*EXERCISE MATERIAL*:
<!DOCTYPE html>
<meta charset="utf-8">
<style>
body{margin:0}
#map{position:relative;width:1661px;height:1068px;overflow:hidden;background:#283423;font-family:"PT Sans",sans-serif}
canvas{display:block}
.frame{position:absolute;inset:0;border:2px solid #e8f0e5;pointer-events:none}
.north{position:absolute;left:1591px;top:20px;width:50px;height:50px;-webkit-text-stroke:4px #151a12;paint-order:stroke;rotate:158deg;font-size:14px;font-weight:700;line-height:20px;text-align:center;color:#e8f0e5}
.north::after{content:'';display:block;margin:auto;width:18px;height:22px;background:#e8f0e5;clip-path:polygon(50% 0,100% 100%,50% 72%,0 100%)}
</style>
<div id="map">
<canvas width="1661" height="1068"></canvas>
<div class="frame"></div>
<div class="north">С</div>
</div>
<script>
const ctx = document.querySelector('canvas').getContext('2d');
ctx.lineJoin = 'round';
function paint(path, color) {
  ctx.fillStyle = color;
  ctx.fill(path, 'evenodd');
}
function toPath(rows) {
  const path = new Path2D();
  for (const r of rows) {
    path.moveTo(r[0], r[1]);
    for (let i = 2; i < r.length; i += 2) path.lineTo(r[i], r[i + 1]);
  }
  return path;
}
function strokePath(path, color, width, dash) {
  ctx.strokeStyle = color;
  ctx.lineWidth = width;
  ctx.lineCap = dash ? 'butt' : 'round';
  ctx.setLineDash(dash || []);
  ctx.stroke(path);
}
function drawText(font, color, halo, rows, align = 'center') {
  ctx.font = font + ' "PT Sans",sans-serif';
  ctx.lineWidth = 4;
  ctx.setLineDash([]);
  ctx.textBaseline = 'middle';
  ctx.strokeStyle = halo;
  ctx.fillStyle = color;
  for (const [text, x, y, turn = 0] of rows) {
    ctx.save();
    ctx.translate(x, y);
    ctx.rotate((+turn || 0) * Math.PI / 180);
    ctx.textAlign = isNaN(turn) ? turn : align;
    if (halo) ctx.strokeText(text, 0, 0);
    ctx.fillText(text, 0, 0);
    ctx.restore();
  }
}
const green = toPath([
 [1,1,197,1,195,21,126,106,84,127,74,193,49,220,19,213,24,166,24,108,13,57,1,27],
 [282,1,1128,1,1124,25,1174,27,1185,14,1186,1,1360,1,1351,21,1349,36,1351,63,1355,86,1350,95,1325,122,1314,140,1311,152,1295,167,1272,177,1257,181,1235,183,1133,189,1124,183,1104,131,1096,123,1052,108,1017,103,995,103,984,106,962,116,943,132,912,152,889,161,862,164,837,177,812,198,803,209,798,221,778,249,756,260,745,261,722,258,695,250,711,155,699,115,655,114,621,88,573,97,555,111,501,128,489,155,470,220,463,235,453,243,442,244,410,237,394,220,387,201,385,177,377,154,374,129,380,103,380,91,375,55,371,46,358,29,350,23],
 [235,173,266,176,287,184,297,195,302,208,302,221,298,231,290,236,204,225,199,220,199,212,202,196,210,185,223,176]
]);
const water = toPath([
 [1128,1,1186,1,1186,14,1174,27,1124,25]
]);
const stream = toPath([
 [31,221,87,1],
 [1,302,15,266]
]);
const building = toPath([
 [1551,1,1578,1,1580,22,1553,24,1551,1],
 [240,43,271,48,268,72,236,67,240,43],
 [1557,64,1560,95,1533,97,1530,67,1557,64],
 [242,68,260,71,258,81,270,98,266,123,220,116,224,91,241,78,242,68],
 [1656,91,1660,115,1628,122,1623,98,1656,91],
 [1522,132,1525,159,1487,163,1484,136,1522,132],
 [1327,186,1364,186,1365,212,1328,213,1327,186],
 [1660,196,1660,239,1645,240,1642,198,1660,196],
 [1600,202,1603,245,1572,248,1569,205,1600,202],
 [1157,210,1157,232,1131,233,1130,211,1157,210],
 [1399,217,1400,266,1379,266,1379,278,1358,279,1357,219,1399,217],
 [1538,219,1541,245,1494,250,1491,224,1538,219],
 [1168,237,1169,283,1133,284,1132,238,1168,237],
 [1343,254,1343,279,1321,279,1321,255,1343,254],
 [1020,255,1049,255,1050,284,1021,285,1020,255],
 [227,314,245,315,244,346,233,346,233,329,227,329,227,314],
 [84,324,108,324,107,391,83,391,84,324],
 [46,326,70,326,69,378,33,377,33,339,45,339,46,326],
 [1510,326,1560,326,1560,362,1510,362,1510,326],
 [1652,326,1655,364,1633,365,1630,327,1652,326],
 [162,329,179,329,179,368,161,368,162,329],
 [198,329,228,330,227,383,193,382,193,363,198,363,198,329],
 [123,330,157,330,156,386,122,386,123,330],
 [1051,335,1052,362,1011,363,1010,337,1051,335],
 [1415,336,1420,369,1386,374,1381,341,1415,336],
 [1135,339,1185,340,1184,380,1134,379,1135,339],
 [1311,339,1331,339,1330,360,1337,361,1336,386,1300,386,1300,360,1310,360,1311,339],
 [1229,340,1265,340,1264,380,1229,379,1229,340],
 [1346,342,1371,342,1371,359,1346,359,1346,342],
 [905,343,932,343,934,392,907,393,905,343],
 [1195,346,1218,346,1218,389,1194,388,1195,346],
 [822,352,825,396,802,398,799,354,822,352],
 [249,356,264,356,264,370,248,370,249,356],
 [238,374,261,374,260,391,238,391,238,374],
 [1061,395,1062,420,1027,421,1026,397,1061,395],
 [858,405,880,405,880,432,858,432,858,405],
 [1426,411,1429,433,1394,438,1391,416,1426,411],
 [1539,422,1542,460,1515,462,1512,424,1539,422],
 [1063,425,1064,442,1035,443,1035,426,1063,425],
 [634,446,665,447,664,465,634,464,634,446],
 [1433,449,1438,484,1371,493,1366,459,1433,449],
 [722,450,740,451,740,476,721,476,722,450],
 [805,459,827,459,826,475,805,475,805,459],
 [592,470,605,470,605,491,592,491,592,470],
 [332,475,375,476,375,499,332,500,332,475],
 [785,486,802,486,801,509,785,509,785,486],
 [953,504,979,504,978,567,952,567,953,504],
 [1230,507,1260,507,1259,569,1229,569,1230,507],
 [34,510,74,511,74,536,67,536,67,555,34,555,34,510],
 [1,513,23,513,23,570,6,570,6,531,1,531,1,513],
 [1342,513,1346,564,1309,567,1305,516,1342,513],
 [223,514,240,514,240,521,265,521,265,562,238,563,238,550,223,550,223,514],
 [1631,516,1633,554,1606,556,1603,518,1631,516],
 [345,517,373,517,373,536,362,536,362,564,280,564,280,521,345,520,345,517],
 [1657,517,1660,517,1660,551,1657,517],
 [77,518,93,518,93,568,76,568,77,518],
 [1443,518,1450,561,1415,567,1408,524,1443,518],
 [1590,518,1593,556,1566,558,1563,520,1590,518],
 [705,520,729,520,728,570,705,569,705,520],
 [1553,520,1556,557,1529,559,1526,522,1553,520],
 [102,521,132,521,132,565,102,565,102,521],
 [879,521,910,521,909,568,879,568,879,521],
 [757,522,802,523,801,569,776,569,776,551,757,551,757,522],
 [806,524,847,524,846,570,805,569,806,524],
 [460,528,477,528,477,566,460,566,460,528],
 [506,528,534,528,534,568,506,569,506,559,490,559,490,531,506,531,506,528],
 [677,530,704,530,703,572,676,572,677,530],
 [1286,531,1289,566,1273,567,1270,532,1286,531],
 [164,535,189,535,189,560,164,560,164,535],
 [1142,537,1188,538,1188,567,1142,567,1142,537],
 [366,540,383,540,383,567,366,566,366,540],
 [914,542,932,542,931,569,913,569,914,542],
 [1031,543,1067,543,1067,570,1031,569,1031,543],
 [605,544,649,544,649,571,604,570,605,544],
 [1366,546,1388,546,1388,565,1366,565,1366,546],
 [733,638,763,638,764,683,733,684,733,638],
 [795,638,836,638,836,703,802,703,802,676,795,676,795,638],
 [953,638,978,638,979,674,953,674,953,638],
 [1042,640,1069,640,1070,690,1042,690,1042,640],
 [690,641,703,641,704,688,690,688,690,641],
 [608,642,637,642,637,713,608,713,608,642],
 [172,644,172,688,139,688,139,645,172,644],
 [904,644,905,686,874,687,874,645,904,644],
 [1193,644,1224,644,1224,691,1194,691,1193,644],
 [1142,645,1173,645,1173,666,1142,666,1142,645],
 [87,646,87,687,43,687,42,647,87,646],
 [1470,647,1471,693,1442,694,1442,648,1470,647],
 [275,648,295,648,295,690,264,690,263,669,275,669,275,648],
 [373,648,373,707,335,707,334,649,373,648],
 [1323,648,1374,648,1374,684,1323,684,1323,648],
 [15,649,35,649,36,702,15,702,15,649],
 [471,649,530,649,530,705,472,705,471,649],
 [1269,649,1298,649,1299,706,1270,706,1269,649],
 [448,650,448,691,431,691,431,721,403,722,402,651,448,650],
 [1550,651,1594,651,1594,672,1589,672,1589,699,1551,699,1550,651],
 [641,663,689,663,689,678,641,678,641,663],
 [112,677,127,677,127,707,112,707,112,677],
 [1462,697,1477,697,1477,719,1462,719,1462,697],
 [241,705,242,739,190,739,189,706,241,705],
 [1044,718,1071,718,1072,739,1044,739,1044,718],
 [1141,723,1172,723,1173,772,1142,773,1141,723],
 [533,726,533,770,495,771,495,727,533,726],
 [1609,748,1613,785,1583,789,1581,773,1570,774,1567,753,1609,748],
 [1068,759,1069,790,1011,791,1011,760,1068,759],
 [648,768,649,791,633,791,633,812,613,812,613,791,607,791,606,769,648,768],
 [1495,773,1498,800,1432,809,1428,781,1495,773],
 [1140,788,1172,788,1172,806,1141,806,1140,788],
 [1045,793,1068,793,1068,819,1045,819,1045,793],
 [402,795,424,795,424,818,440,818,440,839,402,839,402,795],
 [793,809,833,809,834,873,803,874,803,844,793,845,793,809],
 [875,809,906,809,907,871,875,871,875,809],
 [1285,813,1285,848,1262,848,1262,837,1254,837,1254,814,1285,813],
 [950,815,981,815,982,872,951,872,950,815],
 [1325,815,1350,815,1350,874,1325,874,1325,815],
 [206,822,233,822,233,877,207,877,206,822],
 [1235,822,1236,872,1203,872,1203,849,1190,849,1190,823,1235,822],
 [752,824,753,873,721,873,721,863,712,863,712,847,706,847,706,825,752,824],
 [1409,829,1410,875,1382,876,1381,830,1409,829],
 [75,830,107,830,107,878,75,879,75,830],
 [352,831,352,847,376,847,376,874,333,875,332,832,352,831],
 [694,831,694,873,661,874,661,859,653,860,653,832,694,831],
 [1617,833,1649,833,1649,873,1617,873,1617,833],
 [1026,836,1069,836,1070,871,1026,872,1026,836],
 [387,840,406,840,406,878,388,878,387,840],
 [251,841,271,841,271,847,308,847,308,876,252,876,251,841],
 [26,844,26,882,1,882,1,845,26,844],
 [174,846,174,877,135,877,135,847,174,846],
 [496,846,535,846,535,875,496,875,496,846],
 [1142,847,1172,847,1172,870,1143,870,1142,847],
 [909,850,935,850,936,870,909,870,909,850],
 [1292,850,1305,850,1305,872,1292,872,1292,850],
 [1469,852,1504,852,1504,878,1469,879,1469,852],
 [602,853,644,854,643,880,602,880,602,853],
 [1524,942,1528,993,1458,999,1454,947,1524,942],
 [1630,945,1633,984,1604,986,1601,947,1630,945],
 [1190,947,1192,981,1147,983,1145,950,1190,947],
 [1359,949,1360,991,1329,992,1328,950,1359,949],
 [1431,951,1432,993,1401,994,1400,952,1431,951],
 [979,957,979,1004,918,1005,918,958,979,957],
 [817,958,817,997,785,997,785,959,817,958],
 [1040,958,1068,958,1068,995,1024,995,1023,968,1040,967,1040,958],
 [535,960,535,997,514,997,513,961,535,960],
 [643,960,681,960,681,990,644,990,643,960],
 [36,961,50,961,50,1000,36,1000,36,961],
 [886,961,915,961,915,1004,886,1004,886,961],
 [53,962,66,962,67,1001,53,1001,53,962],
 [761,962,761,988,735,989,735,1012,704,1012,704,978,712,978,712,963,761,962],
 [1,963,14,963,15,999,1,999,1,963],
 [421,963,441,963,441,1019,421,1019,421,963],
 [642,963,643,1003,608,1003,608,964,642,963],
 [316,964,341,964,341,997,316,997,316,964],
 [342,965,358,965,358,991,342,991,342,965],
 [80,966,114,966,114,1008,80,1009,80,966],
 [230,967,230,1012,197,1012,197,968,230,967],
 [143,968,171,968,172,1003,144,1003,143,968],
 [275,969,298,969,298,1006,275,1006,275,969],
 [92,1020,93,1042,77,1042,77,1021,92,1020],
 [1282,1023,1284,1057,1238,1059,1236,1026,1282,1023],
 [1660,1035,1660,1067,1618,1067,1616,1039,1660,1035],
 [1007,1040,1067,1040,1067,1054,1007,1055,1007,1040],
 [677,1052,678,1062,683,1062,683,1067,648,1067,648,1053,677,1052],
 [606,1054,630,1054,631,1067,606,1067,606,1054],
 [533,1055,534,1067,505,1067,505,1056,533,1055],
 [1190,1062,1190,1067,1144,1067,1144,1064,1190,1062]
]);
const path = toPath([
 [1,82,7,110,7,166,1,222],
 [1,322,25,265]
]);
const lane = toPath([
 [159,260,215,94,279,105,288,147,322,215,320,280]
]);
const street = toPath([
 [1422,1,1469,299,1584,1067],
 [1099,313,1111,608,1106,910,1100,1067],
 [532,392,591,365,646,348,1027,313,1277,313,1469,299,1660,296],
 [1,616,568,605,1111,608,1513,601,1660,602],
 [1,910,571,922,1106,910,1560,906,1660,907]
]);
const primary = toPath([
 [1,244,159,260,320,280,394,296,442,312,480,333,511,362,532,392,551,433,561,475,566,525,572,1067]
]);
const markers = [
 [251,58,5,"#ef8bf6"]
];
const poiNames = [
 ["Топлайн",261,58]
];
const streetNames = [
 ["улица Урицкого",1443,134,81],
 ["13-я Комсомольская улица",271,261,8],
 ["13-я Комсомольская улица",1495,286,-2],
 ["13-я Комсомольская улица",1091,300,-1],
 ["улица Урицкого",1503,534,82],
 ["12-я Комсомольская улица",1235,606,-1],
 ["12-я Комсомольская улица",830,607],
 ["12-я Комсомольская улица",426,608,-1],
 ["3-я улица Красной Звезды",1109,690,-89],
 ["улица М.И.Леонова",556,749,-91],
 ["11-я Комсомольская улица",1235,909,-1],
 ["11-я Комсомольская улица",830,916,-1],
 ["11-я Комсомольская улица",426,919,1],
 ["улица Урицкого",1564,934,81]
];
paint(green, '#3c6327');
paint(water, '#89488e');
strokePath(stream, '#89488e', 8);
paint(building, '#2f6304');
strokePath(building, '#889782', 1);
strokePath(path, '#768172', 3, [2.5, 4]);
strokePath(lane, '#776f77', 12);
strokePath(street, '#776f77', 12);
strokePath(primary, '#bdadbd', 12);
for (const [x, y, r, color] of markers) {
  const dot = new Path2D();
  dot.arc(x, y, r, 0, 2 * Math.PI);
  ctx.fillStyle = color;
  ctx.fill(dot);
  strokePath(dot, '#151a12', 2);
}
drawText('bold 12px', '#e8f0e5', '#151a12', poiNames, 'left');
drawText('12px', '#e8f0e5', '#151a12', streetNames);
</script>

*WHAT TO DO*: Please transcribe the material line by line, exactly, from its opening line through the line that contains "path.moveTo(r[0], r[1]);".

*REPLY*:
<!DOCTYPE html>
<meta charset="utf-8">
<style>
body{margin:0}
#map{position:relative;width:1661px;height:1068px;overflow:hidden;background:#283423;font-family:"PT Sans",sans-serif}
canvas{display:block}
.frame{position:absolute;inset:0;border:2px solid #e8f0e5;pointer-events:none}
.north{position:absolute;left:1591px;top:20px;width:50px;height:50px;-webkit-text-stroke:4px #151a12;paint-order:stroke;rotate:158deg;font-size:14px;font-weight:700;line-height:20px;text-align:center;color:#e8f0e5}
.north::after{content:'';display:block;margin:auto;width:18px;height:22px;background:#e8f0e5;clip-path:polygon(50% 0,100% 100%,50% 72%,0 100%)}
</style>
<div id="map">
<canvas width="1661" height="1068"></canvas>
<div class="frame"></div>
<div class="north">С</div>
</div>
<script>
const ctx = document.querySelector('canvas').getContext('2d');
ctx.lineJoin = 'round';
function paint(path, color) {
  ctx.fillStyle = color;
  ctx.fill(path, 'evenodd');
}
function toPath(rows) {
  const path = new Path2D();
  for (const r of rows) {
    path.moveTo(r[0], r[1]);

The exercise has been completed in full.